> Work to complete: The required output is the lines below from the line containing "position:relative; width:2456px; height:862px;" to the line containing "translate:-50% -50%; white-space:nowrap;", inclusive, retyped exactly. No other lines belong in it.

*** Data shown ***

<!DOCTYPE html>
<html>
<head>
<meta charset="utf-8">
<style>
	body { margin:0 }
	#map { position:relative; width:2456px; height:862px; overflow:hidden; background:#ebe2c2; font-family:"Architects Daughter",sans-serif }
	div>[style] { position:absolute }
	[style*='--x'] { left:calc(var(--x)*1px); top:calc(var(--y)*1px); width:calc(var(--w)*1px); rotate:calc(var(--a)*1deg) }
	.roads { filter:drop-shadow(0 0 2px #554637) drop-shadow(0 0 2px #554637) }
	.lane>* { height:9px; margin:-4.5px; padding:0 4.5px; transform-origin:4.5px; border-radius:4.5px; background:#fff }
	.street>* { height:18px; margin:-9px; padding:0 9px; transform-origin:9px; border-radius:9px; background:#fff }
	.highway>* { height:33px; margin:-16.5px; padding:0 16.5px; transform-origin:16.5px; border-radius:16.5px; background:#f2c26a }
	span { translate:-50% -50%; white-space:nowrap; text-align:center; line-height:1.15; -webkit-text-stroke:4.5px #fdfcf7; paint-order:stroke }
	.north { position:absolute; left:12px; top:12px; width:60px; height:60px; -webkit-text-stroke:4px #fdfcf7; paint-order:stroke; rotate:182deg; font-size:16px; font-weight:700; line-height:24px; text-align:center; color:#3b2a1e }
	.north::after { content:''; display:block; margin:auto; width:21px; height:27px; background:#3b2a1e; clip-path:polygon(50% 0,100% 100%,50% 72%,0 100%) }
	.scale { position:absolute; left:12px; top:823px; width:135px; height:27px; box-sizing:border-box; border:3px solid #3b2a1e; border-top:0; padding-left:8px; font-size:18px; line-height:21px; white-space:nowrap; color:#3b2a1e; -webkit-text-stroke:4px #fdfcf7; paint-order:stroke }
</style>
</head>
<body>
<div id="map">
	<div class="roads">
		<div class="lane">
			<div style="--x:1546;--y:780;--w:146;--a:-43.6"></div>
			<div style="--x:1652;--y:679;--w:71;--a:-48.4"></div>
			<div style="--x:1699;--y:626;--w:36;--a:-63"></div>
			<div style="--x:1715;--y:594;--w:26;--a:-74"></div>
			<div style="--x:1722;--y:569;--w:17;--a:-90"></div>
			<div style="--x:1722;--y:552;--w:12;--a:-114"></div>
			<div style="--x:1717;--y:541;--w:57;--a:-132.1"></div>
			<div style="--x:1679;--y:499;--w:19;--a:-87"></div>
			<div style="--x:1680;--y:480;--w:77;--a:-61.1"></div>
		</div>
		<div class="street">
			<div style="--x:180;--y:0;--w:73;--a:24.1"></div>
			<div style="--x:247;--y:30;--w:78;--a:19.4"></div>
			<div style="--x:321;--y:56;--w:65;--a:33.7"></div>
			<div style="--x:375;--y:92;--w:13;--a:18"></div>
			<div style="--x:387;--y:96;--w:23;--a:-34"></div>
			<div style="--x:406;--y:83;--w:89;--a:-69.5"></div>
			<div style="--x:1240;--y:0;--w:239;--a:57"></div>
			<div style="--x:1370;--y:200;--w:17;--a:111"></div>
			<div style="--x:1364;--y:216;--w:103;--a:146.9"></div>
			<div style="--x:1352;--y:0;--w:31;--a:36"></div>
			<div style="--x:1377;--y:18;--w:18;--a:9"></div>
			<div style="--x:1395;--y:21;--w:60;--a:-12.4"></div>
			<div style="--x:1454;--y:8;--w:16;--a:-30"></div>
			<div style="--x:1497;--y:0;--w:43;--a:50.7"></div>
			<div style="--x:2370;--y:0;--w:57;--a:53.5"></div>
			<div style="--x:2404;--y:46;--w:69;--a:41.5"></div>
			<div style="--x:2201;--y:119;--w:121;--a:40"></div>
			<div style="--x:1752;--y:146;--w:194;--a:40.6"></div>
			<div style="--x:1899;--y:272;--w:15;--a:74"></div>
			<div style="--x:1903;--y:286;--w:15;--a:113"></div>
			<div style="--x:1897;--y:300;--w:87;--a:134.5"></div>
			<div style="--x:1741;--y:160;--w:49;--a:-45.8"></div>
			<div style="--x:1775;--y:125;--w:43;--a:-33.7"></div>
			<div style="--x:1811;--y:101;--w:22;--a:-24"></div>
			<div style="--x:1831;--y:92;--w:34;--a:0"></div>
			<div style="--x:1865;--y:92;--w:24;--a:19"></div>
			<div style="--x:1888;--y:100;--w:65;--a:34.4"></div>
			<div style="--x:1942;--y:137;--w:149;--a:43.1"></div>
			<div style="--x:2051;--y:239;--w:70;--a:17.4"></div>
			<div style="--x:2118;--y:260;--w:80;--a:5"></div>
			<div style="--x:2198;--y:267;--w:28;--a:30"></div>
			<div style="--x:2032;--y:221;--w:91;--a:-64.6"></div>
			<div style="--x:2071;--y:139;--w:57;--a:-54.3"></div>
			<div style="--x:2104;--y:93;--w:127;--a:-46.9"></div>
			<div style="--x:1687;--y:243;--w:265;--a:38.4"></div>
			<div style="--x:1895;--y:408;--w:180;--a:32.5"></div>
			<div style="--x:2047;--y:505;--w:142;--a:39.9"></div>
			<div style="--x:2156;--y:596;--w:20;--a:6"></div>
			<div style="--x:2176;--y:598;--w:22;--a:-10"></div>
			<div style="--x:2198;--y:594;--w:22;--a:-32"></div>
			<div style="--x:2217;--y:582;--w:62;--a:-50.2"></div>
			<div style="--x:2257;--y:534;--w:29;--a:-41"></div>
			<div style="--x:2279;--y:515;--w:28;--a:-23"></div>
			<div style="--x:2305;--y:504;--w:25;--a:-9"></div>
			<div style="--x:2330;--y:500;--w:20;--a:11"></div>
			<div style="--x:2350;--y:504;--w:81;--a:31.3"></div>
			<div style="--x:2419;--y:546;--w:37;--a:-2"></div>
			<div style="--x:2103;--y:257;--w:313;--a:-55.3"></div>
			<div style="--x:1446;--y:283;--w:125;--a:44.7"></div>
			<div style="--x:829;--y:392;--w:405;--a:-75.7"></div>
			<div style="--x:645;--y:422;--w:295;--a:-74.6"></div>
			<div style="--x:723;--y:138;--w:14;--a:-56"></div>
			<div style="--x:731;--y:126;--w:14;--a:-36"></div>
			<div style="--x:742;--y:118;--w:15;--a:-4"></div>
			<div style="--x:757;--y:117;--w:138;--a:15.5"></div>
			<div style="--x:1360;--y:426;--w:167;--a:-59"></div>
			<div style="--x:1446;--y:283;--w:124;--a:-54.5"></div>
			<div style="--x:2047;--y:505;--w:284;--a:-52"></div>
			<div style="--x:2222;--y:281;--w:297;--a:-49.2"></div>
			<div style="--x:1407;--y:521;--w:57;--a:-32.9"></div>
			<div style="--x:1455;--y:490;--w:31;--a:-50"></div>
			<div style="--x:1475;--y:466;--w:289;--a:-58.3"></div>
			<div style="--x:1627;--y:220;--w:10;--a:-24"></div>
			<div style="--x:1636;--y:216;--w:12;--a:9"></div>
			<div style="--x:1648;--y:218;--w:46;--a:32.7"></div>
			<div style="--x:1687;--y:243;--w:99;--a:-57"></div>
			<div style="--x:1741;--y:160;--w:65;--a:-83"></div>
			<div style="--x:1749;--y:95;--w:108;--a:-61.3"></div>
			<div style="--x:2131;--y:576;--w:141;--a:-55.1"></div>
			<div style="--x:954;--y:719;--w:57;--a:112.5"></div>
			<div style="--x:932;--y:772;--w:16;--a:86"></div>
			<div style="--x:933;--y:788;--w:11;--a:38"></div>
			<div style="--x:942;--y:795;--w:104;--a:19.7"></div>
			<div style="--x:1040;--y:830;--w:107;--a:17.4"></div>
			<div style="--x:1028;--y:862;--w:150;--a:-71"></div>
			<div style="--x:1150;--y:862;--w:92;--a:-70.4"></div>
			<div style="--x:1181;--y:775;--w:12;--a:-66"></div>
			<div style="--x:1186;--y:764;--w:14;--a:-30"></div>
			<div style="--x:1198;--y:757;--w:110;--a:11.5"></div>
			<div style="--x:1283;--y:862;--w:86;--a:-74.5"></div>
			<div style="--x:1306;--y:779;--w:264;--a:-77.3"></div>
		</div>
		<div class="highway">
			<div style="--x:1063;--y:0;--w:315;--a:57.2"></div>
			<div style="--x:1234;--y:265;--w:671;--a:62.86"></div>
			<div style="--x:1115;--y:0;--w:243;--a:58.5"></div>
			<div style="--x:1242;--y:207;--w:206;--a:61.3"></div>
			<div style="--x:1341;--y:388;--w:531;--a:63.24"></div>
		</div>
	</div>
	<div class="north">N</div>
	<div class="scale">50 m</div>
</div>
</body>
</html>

*** End of Data shown ***

> Response:
	#map { position:relative; width:2456px; height:862px; overflow:hidden; background:#ebe2c2; font-family:"Architects Daughter",sans-serif }
	div>[style] { position:absolute }
	[style*='--x'] { left:calc(var(--x)*1px); top:calc(var(--y)*1px); width:calc(var(--w)*1px); rotate:calc(var(--a)*1deg) }
	.roads { filter:drop-shadow(0 0 2px #554637) drop-shadow(0 0 2px #554637) }
	.lane>* { height:9px; margin:-4.5px; padding:0 4.5px; transform-origin:4.5px; border-radius:4.5px; background:#fff }
	.street>* { height:18px; margin:-9px; padding:0 9px; transform-origin:9px; border-radius:9px; background:#fff }
	.highway>* { height:33px; margin:-16.5px; padding:0 16.5px; transform-origin:16.5px; border-radius:16.5px; background:#f2c26a }
	span { translate:-50% -50%; white-space:nowrap; text-align:center; line-height:1.15; -webkit-text-stroke:4.5px #fdfcf7; paint-order:stroke }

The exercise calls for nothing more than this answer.